-- Opening Marker --

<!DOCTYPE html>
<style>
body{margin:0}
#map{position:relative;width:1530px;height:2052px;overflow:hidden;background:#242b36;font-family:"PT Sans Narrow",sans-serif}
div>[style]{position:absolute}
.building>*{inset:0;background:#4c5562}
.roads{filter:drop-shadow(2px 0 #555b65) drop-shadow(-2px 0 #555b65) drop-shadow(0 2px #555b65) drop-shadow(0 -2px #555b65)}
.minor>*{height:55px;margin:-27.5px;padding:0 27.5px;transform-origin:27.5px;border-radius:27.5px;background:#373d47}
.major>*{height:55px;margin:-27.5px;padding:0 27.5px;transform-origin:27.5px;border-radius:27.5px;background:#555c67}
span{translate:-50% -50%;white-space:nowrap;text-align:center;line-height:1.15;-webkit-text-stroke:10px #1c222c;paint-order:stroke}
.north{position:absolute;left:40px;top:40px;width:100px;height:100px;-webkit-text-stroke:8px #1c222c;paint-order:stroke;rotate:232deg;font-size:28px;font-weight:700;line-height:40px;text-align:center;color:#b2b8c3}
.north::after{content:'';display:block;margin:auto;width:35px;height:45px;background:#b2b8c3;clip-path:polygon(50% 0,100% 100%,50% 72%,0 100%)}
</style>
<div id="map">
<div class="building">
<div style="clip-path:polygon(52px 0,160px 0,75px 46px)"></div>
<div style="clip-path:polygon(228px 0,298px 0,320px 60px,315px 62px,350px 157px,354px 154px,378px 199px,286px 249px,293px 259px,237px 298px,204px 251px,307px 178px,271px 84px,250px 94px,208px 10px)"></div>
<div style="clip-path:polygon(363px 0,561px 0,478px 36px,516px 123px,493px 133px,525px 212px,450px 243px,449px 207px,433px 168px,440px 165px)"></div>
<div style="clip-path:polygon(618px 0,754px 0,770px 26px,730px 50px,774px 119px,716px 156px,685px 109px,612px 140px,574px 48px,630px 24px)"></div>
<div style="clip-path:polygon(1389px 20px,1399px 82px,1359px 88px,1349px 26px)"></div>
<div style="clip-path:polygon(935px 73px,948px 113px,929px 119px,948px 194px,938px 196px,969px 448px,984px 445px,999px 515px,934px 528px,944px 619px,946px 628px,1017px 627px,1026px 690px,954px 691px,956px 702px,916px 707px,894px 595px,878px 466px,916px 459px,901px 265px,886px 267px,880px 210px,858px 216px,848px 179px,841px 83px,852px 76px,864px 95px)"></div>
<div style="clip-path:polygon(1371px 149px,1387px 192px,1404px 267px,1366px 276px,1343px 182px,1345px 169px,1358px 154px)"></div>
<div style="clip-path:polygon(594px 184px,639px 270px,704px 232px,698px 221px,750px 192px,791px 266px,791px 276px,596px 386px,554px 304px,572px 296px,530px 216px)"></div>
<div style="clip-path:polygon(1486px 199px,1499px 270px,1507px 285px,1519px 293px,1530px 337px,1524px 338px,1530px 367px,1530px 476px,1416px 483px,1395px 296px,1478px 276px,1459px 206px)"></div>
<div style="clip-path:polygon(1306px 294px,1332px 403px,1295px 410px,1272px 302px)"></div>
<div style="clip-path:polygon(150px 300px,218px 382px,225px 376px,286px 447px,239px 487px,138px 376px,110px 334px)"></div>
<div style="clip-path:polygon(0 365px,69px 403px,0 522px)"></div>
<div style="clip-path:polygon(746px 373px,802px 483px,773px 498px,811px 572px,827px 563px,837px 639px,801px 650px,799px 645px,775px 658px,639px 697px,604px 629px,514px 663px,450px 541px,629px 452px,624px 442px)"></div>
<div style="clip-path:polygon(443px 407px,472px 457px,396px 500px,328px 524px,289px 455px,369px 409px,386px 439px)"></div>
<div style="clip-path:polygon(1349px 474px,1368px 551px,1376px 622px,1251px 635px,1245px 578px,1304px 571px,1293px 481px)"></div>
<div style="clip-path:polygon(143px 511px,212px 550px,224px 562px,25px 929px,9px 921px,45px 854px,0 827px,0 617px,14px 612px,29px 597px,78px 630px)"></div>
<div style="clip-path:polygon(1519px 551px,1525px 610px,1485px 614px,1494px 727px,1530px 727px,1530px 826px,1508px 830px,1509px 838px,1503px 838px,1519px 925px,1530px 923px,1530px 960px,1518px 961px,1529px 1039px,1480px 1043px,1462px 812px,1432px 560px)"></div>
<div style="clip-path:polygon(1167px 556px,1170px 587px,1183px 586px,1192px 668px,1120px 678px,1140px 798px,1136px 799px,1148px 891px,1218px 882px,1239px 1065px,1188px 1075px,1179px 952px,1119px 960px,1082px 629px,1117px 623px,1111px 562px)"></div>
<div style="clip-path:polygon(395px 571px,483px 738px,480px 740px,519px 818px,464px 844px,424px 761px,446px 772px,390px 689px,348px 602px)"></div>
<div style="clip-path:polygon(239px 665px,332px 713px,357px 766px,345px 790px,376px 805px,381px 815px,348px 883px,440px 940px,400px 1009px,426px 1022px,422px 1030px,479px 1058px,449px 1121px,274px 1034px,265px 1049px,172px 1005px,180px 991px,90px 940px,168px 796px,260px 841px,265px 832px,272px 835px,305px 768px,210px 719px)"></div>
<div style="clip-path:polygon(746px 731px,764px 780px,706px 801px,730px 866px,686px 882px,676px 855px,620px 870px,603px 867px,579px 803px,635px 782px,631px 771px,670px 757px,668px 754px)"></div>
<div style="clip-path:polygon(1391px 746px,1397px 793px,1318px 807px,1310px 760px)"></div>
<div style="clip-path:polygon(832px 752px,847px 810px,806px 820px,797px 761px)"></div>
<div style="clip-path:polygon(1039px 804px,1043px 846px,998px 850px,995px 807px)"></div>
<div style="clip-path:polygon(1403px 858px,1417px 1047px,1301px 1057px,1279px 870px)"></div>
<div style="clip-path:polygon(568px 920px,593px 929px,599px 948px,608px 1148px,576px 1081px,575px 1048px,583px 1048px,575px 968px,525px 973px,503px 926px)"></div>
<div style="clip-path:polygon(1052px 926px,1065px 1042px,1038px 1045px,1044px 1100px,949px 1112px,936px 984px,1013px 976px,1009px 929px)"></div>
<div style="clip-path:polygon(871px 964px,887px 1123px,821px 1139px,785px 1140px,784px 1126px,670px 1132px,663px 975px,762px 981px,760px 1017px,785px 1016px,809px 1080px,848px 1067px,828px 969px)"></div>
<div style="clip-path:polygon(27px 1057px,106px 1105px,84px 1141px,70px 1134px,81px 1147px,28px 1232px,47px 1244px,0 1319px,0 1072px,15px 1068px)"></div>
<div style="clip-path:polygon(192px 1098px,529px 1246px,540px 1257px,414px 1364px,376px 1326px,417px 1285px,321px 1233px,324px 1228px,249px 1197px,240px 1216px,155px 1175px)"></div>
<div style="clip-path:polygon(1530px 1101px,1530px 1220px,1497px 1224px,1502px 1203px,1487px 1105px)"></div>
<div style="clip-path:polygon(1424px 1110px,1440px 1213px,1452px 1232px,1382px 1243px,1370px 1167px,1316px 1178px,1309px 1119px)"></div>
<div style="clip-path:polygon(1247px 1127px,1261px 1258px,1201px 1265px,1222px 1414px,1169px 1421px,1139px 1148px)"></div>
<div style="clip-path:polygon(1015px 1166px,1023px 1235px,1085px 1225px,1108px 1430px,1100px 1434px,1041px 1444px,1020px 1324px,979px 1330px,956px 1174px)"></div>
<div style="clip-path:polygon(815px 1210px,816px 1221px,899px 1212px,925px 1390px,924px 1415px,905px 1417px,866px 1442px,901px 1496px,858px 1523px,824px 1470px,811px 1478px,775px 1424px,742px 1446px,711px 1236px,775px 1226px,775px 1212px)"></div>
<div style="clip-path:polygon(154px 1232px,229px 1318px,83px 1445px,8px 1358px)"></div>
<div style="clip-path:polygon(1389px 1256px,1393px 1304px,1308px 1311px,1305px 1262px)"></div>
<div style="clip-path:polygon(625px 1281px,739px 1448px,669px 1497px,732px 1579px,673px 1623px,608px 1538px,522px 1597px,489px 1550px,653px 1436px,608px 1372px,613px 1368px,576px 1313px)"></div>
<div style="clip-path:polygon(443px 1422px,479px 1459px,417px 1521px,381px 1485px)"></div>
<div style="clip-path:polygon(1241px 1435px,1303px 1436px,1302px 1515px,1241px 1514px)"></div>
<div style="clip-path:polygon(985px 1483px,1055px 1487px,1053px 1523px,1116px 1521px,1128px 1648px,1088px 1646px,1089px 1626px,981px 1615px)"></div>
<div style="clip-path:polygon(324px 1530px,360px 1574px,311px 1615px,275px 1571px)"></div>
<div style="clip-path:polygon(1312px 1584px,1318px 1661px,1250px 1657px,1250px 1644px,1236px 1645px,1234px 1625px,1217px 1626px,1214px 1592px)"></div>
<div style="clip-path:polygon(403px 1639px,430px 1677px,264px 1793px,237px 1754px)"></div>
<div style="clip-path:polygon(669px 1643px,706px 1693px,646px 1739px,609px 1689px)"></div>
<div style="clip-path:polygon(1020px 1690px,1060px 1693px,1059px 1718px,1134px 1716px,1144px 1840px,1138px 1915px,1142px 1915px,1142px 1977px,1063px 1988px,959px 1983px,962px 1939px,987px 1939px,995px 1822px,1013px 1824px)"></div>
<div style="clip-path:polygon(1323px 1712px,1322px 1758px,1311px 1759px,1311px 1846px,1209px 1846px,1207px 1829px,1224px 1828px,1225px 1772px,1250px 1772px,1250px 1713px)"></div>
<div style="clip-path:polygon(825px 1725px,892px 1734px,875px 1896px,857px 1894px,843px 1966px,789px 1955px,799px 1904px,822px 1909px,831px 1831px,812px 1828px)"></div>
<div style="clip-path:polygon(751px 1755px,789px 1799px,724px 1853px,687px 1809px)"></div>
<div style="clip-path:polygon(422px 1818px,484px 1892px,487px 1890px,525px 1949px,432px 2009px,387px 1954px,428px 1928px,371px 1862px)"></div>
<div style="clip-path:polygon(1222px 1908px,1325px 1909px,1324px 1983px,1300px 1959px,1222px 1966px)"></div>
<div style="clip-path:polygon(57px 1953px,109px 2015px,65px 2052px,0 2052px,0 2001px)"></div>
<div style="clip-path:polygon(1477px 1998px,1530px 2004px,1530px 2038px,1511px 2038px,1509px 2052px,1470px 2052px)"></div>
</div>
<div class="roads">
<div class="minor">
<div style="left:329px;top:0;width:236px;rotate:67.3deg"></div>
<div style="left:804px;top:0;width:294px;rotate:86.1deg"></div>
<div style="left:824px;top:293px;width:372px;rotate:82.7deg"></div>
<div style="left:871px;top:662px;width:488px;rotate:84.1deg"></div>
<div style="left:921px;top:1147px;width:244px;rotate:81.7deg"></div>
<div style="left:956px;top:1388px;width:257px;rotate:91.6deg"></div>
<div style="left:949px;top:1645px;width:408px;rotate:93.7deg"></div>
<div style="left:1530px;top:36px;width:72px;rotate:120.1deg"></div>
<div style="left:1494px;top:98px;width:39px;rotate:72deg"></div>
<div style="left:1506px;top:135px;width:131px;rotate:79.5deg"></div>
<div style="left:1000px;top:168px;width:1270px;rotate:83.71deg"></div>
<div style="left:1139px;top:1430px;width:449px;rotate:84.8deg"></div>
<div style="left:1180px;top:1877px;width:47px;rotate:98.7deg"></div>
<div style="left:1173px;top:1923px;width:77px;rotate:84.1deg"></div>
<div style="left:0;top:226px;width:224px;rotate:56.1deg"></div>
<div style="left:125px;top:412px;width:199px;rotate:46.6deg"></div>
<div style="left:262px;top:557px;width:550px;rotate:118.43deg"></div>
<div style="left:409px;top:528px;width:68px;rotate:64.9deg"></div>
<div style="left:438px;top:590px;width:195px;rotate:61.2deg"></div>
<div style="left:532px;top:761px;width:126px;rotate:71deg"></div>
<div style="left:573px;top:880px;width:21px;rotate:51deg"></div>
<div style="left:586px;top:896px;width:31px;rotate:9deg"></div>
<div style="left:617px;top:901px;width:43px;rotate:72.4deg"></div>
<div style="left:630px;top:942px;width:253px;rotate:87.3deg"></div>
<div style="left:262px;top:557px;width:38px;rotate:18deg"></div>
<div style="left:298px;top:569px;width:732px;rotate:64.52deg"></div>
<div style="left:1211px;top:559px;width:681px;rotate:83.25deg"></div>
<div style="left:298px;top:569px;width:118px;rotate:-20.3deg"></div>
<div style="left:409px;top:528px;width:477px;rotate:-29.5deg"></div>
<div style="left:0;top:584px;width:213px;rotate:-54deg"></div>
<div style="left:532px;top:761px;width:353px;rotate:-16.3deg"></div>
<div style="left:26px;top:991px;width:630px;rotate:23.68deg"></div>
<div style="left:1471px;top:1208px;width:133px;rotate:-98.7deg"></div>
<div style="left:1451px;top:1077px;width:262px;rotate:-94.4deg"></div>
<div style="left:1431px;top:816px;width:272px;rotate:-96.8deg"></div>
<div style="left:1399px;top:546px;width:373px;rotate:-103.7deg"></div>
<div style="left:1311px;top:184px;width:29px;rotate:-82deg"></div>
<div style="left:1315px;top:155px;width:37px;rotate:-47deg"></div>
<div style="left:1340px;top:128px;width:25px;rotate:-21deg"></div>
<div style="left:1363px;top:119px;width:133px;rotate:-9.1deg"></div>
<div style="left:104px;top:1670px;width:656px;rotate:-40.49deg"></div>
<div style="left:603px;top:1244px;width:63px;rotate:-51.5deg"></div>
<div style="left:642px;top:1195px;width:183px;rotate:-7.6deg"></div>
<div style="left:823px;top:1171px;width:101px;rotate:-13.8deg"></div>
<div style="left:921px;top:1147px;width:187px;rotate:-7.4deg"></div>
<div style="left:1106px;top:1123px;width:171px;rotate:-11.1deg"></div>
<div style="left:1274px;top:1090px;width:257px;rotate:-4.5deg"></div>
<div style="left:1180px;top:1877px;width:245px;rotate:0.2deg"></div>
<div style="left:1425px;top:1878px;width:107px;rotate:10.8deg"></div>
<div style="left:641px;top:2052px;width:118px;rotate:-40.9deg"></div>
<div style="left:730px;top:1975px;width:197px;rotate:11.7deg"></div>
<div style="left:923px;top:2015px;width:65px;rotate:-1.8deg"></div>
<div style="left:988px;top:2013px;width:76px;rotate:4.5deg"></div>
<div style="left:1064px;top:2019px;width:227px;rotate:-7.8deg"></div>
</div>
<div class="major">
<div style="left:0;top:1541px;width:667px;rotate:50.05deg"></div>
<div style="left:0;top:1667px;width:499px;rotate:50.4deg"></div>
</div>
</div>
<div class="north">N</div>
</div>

-- Closing Marker --

Exercise prompt:
Restate the entries above word for word, beginning with their first line and ending with the line holding "0 #555b65) drop-shadow(-2px"; omit everything else.

Output:
<!DOCTYPE html>
<style>
body{margin:0}
#map{position:relative;width:1530px;height:2052px;overflow:hidden;background:#242b36;font-family:"PT Sans Narrow",sans-serif}
div>[style]{position:absolute}
.building>*{inset:0;background:#4c5562}
.roads{filter:drop-shadow(2px 0 #555b65) drop-shadow(-2px 0 #555b65) drop-shadow(0 2px #555b65) drop-shadow(0 -2px #555b65)}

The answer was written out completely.